Multi-messenger dynamic imaging of laser-driven shocks in water using a plasma wakefield accelerator

Understanding dense fuel hydrodynamics is critical for predicting burning plasma behavior in laser-driven inertial confinement fusion. Traditional diagnostic sources face many limitations in brightness, spatio-temporal resolution, and their ability to capture kinetic effects and electromagnetic fields influencing interaction dynamics. We present a dual-probe, multi-messenger laser wakefield accelerator system, combining ultrafast X-rays and relativistic electron beams at 1~Hz, to interrogate a free-flowing water target in vacuum heated by an intense 200~ps laser pulse. This unique scheme enables high-repetition-rate tracking of the interaction evolution utilizing both particle types. Betatron X-rays revealed a cylindrically symmetric shock compression morphology assisted by low-density vapor, resembling foam-layer-assisted fusion targets.
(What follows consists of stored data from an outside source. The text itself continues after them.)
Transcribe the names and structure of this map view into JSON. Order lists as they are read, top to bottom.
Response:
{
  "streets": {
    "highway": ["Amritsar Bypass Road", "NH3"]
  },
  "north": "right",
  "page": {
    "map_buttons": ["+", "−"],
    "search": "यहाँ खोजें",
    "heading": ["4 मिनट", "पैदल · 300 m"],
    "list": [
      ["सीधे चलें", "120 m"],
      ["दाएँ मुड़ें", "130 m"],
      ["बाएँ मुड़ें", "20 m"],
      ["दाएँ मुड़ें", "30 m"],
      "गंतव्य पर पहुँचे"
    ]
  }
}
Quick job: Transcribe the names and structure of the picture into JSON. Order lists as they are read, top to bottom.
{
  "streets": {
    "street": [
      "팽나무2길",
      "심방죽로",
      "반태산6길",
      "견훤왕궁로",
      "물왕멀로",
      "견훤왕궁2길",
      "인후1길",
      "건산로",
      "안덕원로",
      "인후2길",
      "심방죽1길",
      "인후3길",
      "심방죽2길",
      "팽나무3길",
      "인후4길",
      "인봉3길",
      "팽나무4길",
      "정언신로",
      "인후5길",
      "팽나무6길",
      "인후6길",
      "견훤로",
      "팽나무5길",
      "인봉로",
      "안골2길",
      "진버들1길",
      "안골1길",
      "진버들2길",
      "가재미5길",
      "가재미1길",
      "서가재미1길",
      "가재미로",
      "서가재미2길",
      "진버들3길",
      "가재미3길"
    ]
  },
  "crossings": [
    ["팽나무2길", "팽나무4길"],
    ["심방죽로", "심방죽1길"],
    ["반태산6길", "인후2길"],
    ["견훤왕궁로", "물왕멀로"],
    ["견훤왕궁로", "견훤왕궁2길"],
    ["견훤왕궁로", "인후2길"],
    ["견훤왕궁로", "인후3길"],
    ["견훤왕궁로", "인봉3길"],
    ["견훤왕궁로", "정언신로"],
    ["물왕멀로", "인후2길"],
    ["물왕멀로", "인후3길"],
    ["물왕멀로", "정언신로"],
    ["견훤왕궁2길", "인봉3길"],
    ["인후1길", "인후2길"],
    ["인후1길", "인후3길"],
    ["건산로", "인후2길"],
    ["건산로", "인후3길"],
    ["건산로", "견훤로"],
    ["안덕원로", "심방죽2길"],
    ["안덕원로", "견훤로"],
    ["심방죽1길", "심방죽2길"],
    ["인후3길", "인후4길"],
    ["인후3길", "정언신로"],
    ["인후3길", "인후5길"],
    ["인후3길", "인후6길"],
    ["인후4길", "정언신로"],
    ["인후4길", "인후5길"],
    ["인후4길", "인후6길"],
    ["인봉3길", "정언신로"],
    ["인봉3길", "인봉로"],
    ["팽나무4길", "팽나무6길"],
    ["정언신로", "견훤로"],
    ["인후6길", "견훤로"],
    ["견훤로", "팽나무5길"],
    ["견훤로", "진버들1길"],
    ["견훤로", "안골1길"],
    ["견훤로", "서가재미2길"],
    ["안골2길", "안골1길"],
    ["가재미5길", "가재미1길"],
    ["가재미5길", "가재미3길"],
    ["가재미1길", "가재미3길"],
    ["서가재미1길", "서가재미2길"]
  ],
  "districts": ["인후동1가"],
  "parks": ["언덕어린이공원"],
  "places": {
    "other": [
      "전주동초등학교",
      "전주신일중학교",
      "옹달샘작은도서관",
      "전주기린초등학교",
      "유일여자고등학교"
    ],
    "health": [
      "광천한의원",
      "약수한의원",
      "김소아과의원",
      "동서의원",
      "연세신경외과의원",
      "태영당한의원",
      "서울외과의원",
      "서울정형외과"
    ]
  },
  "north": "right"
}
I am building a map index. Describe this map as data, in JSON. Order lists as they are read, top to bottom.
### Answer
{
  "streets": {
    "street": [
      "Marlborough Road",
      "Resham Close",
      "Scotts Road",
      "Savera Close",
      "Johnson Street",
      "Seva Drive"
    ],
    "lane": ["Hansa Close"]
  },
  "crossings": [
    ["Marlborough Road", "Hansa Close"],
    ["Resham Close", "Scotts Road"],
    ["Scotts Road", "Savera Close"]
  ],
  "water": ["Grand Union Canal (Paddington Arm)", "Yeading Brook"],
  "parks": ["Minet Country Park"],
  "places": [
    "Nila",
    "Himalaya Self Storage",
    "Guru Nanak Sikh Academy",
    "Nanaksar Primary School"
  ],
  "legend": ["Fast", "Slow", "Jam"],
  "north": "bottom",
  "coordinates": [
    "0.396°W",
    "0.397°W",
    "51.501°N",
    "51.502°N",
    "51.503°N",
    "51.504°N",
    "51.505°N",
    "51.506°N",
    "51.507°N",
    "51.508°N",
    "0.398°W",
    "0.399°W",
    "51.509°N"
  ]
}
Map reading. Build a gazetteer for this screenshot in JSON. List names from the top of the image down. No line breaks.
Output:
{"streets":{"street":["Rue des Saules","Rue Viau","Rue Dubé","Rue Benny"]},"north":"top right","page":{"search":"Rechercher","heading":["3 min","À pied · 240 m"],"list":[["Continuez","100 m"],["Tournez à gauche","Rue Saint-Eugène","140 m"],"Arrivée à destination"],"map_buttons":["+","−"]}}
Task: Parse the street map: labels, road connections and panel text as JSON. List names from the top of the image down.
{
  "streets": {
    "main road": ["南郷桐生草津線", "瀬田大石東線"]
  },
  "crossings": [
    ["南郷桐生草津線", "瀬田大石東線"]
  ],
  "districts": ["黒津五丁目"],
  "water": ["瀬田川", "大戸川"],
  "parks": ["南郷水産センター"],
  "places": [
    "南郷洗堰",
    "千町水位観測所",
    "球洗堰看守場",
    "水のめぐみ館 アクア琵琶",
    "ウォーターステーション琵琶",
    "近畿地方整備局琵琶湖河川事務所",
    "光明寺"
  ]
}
The synchronized electron beam detected time-evolving electromagnetic fields, uncovering charge separation effects and ion species differentiation during plasma expansion – phenomena not captured by photons or standard hydrodynamic simulations. This multi-messenger approach highlights the need for hybrid physics models that integrate the detailed insights from both probes, spanning kinetic to hydrodynamic effects, to accurately predict fusion-relevant plasma dynamics from femtosecond to nanosecond timescales.